Start of Block

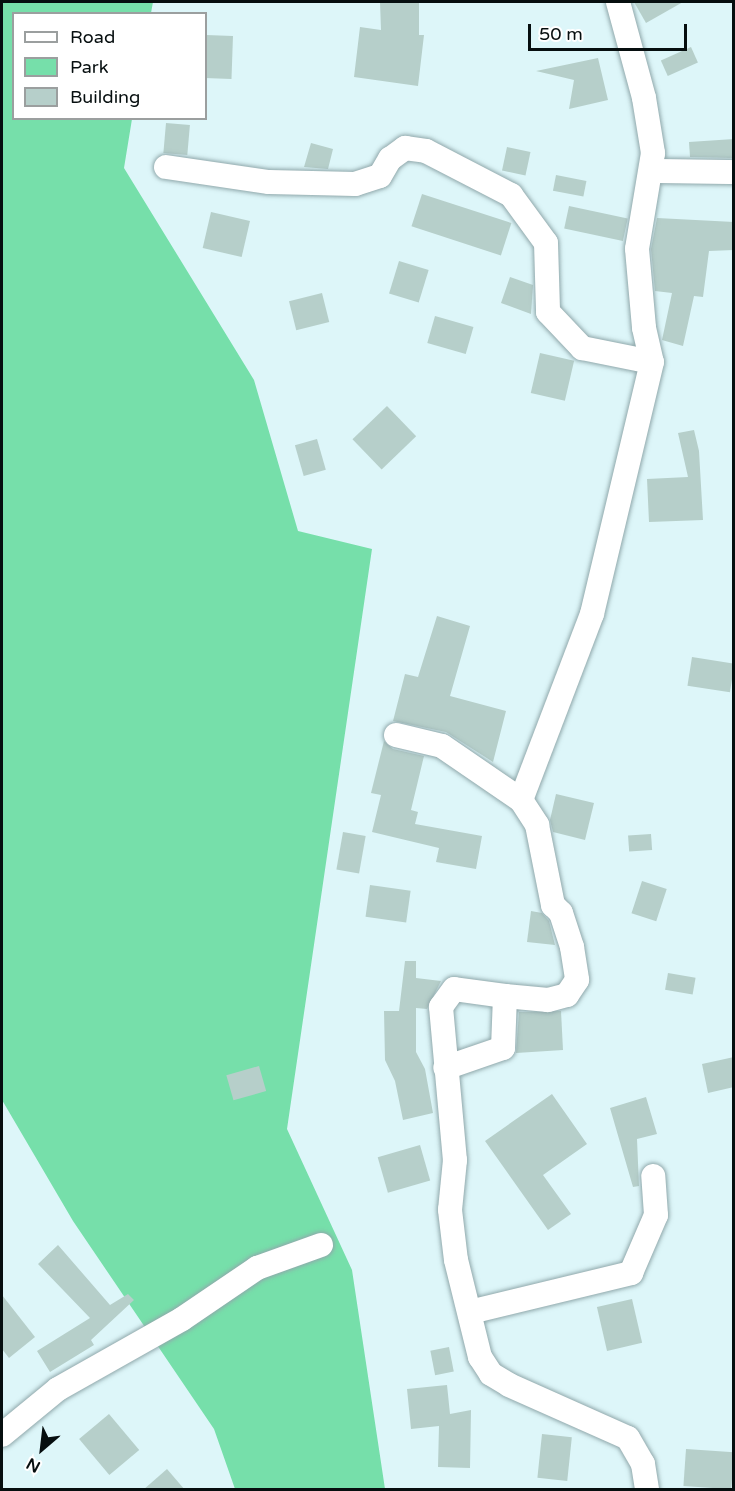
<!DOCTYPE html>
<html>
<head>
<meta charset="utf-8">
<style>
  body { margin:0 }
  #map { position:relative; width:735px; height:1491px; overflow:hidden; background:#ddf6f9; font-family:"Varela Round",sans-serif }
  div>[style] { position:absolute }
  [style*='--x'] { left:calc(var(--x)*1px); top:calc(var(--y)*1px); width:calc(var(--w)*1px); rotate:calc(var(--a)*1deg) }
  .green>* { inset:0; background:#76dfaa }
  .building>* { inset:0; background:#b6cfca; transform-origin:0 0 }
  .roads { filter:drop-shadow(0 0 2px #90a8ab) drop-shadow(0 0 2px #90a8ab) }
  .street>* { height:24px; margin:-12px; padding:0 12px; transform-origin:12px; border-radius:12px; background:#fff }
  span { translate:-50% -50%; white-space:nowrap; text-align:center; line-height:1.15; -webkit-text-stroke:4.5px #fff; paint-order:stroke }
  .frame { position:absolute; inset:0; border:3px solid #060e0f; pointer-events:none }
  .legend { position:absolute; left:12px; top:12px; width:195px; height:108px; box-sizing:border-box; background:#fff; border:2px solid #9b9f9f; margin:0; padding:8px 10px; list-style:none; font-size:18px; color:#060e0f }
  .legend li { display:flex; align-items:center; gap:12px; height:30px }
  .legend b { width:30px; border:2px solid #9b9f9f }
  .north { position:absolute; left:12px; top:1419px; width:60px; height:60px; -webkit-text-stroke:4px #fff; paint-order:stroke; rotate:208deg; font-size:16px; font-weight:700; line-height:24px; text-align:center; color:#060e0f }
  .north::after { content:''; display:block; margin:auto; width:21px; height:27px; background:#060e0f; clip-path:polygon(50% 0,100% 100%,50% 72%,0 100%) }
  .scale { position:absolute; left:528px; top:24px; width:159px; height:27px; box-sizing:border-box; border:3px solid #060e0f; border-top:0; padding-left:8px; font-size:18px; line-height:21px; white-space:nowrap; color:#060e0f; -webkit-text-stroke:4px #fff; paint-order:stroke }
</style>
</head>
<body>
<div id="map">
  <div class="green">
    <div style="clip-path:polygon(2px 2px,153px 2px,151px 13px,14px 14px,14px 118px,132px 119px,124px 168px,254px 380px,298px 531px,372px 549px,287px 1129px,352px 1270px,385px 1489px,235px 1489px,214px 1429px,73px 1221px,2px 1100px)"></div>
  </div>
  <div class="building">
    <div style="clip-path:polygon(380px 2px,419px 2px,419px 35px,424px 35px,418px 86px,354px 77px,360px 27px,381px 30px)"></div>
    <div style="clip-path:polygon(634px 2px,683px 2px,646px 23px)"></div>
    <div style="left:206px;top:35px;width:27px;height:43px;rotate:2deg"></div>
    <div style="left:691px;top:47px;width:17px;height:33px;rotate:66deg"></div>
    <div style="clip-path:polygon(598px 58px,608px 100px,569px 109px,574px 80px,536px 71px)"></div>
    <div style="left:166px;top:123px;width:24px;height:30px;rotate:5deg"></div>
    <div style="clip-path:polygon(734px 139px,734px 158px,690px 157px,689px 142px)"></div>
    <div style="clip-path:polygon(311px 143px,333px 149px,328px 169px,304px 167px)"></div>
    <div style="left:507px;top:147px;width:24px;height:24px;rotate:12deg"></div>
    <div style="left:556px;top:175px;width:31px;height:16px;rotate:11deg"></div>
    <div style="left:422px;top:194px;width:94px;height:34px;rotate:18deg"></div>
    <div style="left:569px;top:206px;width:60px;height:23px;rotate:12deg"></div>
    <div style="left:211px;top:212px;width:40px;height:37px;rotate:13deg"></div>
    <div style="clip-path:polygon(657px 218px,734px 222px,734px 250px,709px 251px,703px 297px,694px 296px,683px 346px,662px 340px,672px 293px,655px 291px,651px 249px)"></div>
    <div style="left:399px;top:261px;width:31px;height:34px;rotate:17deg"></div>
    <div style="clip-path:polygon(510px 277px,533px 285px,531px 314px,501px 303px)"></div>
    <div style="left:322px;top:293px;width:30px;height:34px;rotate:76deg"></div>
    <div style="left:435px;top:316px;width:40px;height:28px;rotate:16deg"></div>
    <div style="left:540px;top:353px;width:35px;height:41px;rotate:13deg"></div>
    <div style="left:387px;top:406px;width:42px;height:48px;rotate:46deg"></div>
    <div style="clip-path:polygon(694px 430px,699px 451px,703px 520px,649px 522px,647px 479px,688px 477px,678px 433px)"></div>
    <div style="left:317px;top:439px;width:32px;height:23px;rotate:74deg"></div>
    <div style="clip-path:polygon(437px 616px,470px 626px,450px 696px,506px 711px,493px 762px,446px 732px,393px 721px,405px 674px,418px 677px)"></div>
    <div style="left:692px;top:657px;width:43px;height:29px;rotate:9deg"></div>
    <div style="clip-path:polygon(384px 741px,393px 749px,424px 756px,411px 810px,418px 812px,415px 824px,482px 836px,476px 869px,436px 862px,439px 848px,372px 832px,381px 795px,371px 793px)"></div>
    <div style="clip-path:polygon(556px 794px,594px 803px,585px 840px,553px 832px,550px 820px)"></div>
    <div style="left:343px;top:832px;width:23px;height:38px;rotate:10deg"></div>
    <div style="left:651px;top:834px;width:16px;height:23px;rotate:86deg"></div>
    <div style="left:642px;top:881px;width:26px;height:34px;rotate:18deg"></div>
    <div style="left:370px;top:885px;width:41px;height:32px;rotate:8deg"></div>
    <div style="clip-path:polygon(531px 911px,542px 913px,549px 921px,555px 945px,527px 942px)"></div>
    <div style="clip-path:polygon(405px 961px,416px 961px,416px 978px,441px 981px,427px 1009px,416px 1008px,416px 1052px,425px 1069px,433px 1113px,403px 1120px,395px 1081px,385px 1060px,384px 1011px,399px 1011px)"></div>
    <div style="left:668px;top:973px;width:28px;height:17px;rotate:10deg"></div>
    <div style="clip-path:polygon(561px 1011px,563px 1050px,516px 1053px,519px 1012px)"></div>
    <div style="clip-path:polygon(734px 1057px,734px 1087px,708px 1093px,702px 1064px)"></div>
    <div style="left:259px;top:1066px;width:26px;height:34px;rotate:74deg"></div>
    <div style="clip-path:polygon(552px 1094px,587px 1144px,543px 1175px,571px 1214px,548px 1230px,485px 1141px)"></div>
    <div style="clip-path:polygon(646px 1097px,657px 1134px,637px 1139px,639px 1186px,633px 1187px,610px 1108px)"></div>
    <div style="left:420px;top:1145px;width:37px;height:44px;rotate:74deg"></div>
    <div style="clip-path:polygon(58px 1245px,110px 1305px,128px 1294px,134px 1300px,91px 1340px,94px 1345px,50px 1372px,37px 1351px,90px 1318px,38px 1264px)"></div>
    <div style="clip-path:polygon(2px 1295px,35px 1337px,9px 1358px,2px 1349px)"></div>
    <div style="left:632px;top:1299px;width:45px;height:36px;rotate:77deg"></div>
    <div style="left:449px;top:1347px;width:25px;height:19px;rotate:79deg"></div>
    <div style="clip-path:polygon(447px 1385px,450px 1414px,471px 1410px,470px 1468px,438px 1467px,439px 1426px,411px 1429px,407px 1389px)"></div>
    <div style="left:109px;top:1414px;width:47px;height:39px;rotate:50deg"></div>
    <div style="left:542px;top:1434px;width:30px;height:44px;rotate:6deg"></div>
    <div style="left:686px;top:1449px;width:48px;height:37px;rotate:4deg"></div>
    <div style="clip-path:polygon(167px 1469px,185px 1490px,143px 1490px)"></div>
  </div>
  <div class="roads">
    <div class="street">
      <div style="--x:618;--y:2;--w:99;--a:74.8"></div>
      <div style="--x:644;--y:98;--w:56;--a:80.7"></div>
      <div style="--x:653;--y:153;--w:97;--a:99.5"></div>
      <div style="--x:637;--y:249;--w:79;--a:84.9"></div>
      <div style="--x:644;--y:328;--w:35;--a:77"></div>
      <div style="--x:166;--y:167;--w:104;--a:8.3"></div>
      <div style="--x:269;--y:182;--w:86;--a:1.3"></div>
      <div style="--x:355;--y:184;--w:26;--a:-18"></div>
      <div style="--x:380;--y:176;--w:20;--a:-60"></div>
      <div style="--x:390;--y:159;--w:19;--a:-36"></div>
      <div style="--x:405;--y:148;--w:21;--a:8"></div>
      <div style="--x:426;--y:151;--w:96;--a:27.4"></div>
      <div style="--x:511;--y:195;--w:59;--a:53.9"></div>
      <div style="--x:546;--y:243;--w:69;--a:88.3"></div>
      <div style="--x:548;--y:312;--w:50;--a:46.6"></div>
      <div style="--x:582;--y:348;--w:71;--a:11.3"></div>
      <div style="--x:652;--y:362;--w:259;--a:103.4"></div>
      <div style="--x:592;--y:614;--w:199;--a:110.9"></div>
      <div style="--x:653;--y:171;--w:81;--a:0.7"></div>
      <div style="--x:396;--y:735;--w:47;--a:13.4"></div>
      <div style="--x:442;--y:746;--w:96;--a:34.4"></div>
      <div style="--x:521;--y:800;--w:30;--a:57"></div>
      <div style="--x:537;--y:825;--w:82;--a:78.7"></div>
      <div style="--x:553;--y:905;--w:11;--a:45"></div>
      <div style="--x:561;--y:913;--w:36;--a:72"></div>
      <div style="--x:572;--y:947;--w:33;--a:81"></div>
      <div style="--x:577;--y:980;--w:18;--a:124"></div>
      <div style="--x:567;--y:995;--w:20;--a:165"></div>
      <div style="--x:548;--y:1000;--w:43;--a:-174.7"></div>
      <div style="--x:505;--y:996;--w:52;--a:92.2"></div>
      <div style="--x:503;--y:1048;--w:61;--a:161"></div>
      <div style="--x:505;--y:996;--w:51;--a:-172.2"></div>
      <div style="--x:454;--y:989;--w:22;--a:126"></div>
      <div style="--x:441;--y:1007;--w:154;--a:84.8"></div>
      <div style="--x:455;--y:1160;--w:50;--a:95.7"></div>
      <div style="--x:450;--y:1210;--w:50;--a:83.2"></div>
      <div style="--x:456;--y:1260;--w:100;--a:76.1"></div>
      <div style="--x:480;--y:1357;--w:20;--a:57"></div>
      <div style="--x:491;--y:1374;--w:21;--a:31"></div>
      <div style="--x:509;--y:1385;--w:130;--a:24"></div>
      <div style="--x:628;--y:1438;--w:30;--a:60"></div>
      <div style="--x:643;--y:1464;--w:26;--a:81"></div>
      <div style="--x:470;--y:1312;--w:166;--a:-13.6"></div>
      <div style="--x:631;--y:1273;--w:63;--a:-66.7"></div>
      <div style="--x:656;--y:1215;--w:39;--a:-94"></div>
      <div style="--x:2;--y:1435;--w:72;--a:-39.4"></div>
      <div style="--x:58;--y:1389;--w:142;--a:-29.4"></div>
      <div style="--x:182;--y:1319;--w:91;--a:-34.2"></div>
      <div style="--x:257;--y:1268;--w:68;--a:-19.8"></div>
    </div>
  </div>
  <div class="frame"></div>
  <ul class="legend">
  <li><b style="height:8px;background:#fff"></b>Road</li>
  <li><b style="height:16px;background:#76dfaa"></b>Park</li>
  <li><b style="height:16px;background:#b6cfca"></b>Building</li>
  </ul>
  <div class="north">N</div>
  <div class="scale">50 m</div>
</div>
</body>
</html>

End of Block

■ Exercise details ■
Copy every line of the records above that contains "align".

■ Exercise result ■
  span { translate:-50% -50%; white-space:nowrap; text-align:center; line-height:1.15; -webkit-text-stroke:4.5px #fff; paint-order:stroke }
  .legend li { display:flex; align-items:center; gap:12px; height:30px }
  .north { position:absolute; left:12px; top:1419px; width:60px; height:60px; -webkit-text-stroke:4px #fff; paint-order:stroke; rotate:208deg; font-size:16px; font-weight:700; line-height:24px; text-align:center; color:#060e0f }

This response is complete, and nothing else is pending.